- Task prompt:
With no images included, output each entry below exactly as it appears.
*** Opening of Raw data ***
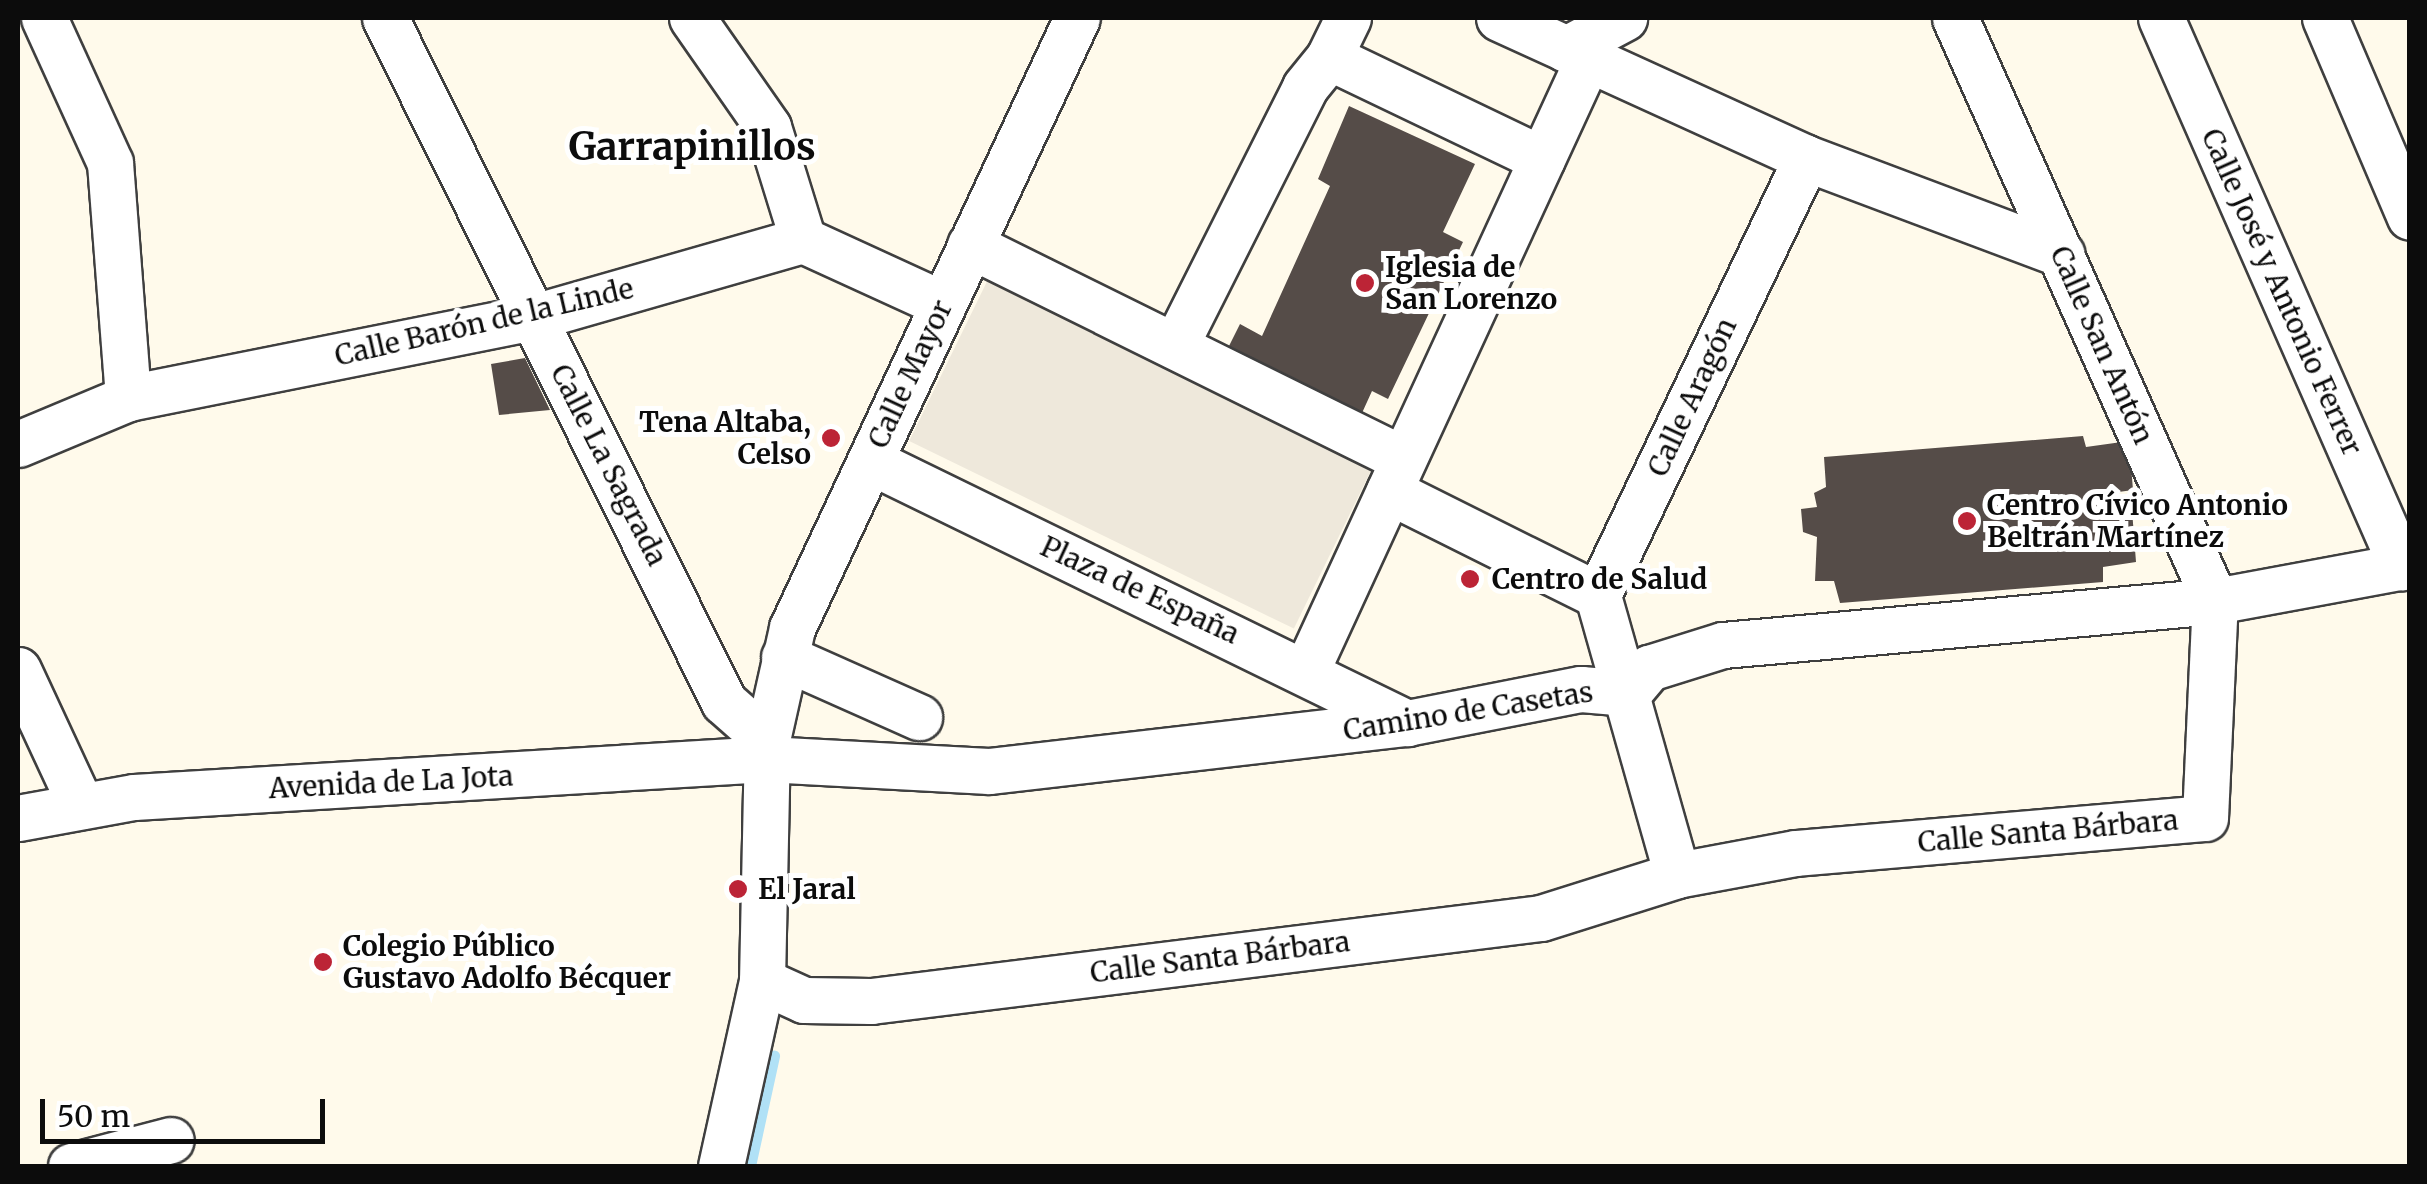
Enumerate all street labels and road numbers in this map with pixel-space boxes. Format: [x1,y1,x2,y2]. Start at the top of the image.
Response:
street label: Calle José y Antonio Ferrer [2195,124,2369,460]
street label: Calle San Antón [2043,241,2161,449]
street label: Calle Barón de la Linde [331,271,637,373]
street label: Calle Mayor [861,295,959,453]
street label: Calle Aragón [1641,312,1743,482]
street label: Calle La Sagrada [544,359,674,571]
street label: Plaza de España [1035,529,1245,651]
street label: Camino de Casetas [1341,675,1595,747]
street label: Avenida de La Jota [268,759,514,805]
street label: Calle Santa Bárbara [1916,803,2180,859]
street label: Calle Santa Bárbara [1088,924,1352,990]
*** Close of Raw data ***
- Result:
Enumerate all street labels and road numbers in this map with pixel-space boxes. Format: [x1,y1,x2,y2]. Start at the top of the image.
Response:
street label: Calle José y Antonio Ferrer [2195,124,2369,460]
street label: Calle San Antón [2043,241,2161,449]
street label: Calle Barón de la Linde [331,271,637,373]
street label: Calle Mayor [861,295,959,453]
street label: Calle Aragón [1641,312,1743,482]
street label: Calle La Sagrada [544,359,674,571]
street label: Plaza de España [1035,529,1245,651]
street label: Camino de Casetas [1341,675,1595,747]
street label: Avenida de La Jota [268,759,514,805]
street label: Calle Santa Bárbara [1916,803,2180,859]
street label: Calle Santa Bárbara [1088,924,1352,990]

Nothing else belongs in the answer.